In view of the operational simplicity and versatility of the proposed methods we believe that its potential is enormous. We plan to optimise the procedure, explore its scope, develop solid supported/flow variants and prepare the products as single enantiomers, as required by the regulatory authorities. We will also seek to further increase molecular complexity by adapting the methods developed for use in cascade reaction sequences. Finally, we will apply this new cyclisation procedure to prepare complex pharmaceuticals and bioactive natural products in order to validate and showcase the novel chemistry and highlight its utility. Given the novelty and efficiency of the chemistry carried out in preliminary studies, and the highly encouraging asymmetric possibilities, high profile publications are likely.

It is our aim that the key dearomatisation process and the resulting spirocyclic building blocks will have far-reaching applications in academic research, industrial medicinal chemistry and scale-up processes. In particular, we believe that this research will impact greatly on academic groups involved with the preparation of biological lead compounds and in natural product synthesis, and those involved in the development of improved "green" routes to high value synthetic intermediates.

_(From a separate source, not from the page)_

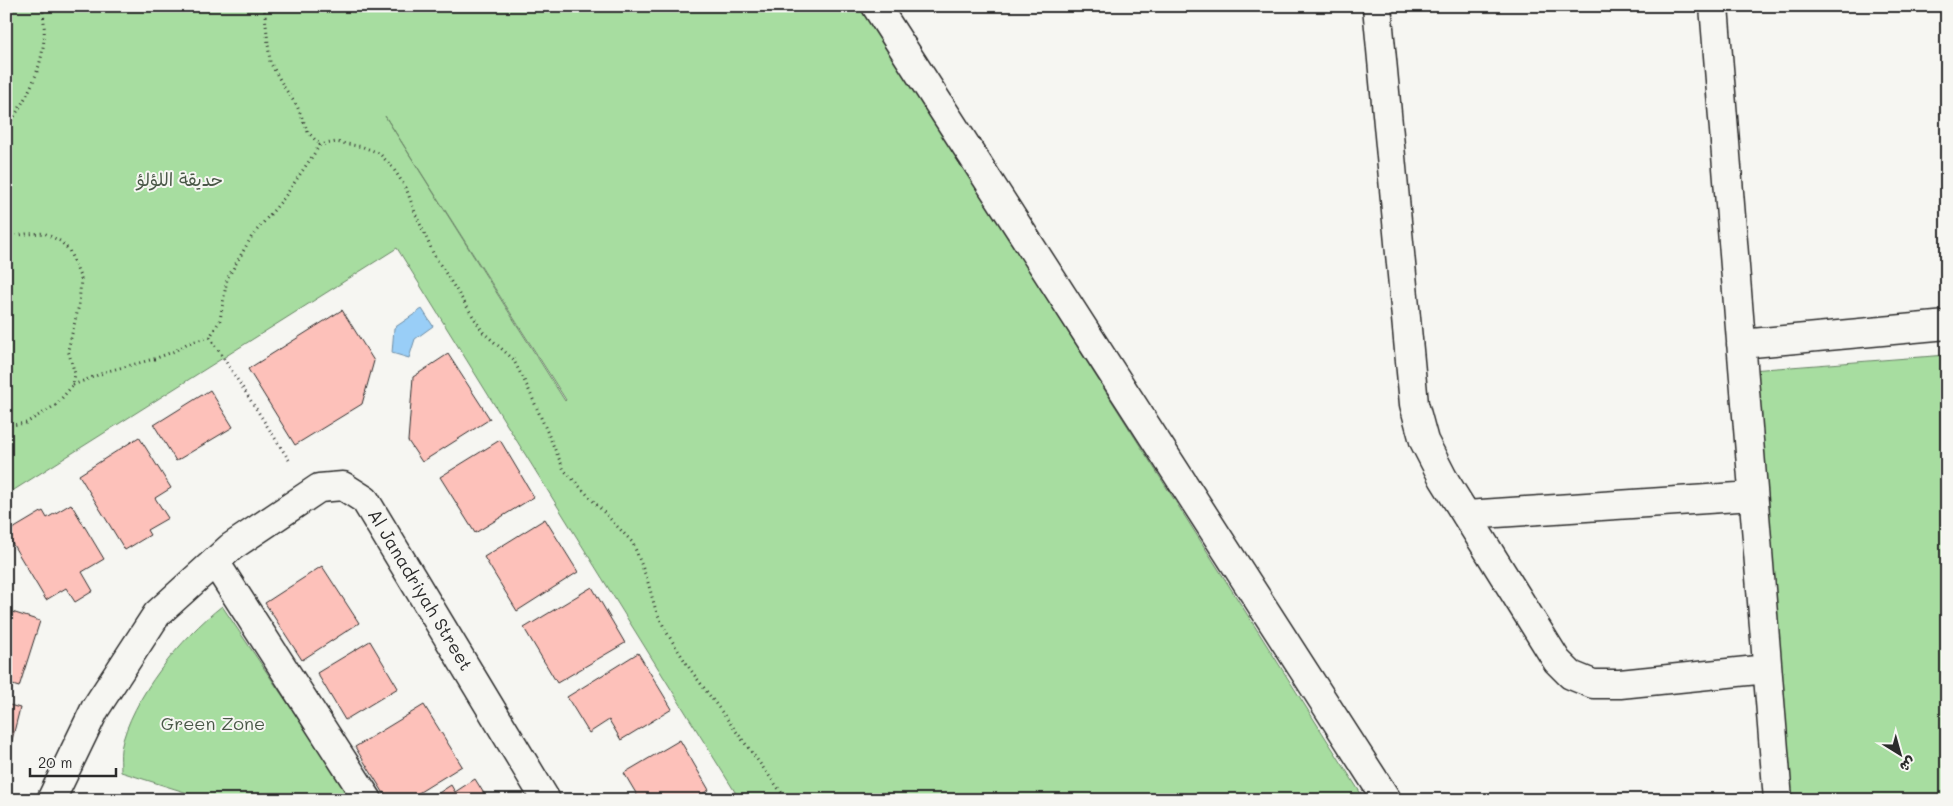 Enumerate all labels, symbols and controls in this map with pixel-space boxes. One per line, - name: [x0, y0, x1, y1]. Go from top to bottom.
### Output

In addition, these new procedures, which dramatically increase the ease with which bioactive heterocycles can be prepared, could well lead to the discovery of new drugs or agrochemicals which would make a direct societal impact. In terms of compounds prepared in York on this project, we will make novel synthetic analogues and natural products available for bioassay in the laboratories of our collaborators in order to identify potentially useful drug and agrochemical candidates. We will also seek to establish collaborations with the discovery arms of UK/EU pharma/agro-chemical companies, and later with scale-up and production chemists in industry.

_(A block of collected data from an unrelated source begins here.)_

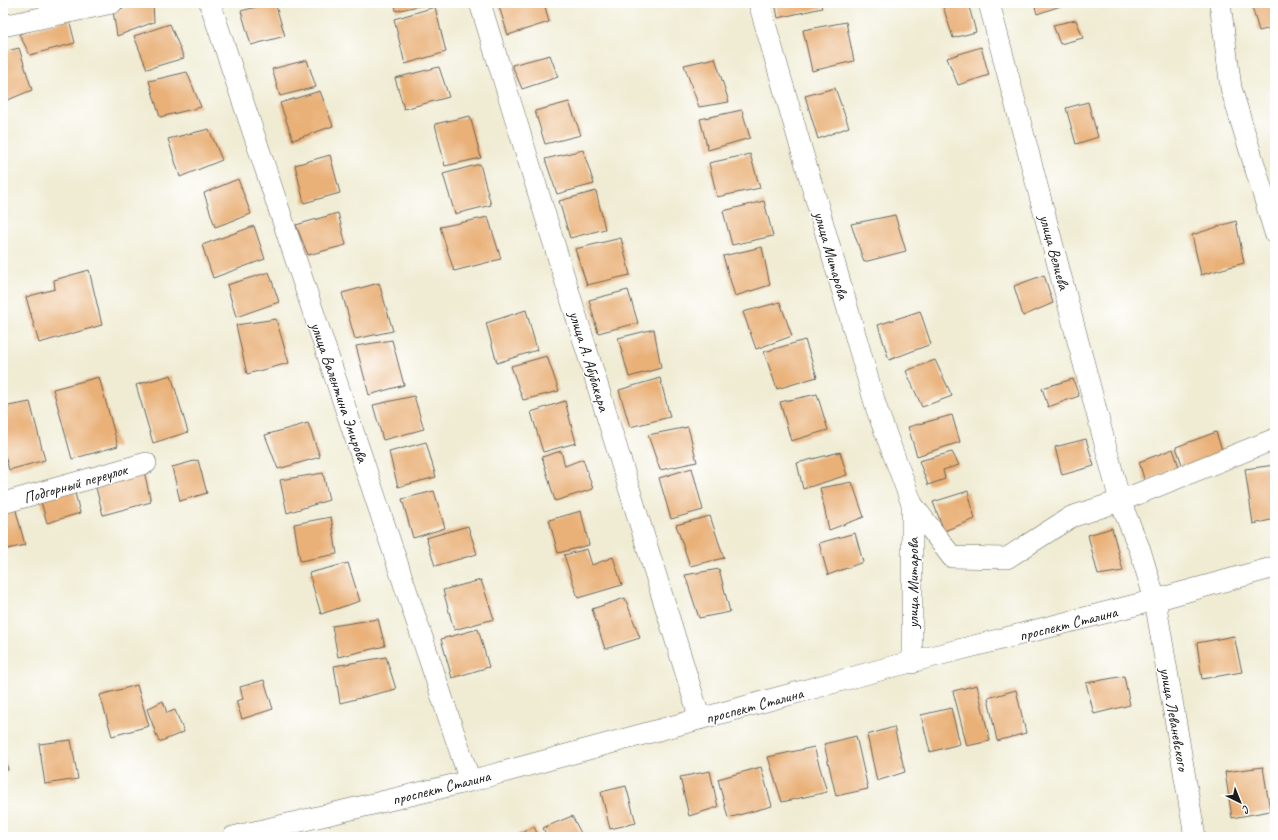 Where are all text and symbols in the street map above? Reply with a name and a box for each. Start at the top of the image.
street label: улица Митарова [809,208,853,303]
street label: улица Велиева [1034,211,1074,293]
street label: улица А. Абубакара [564,308,614,415]
street label: улица Валентина Эмирова [305,319,373,466]
street label: Подгорный переулок [21,459,131,508]
street label: улица Митарова [903,537,923,629]
street label: проспект Сталина [1017,602,1121,646]
street label: улица Леваневского [1155,665,1193,775]
street label: проспект Сталина [703,683,807,729]
street label: проспект Сталина [390,766,494,810]
north arrow [1220,782,1260,822]
text: С [1239,802,1254,817] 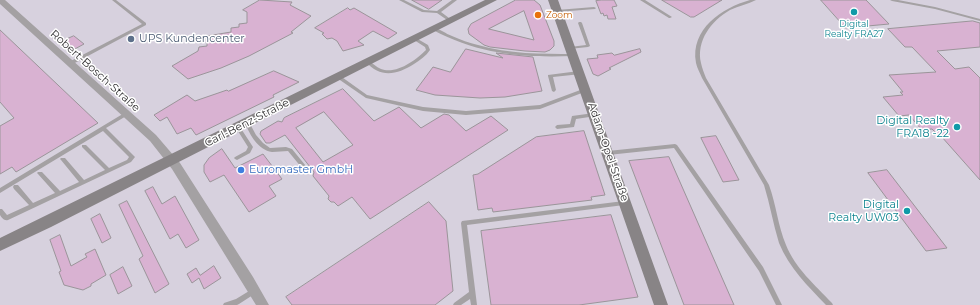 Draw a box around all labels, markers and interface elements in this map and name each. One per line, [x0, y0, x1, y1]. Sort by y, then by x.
marker: Digital Realty FRA27 [849, 7, 859, 17]
marker: Zoom [533, 10, 543, 20]
place label: Zoom [546, 10, 573, 20]
place label: Digital Realty FRA27 [824, 19, 884, 40]
street label: Robert-Bosch-Straße [48, 27, 142, 115]
place label: UPS Kundencenter [139, 32, 245, 46]
marker: UPS Kundencenter [126, 34, 136, 44]
street label: Carl-Benz-Straße [202, 96, 292, 150]
street label: Adam-Opel-Straße [585, 101, 631, 203]
place label: Digital Realty FRA18 -22 [876, 114, 949, 140]
marker: Digital Realty FRA18 -22 [952, 122, 962, 132]
place label: Euromaster GmbH [249, 163, 353, 177]
marker: Euromaster GmbH [236, 165, 246, 175]
place label: Digital Realty UW03 [828, 198, 899, 224]
marker: Digital Realty UW03 [902, 206, 912, 216]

All potentially valuable IP arising from this research programme will be discussed with the University of York Industrial Liaison Office, and with any industrial collaborator, and patent protection will be investigated. Once IPR is secure, the results will be published in the scientific literature and described in lectures/poster displays and using the www.

This research programme will also have a direct impact in terms of the production of highly trained manpower. Around 80 research personnel from the Taylor group have entered the chemical industry and many have also gone into academic and teaching appointments. The postdoctoral researcher on this grant, together with any associated students (final year project, Erasmus etc.), will be experienced in the development and optimisation of organic methodology, and in heterocyclic and natural product chemistry, at the frontiers of the area, and so will be in great demand for industrial, teaching or academic vacancies.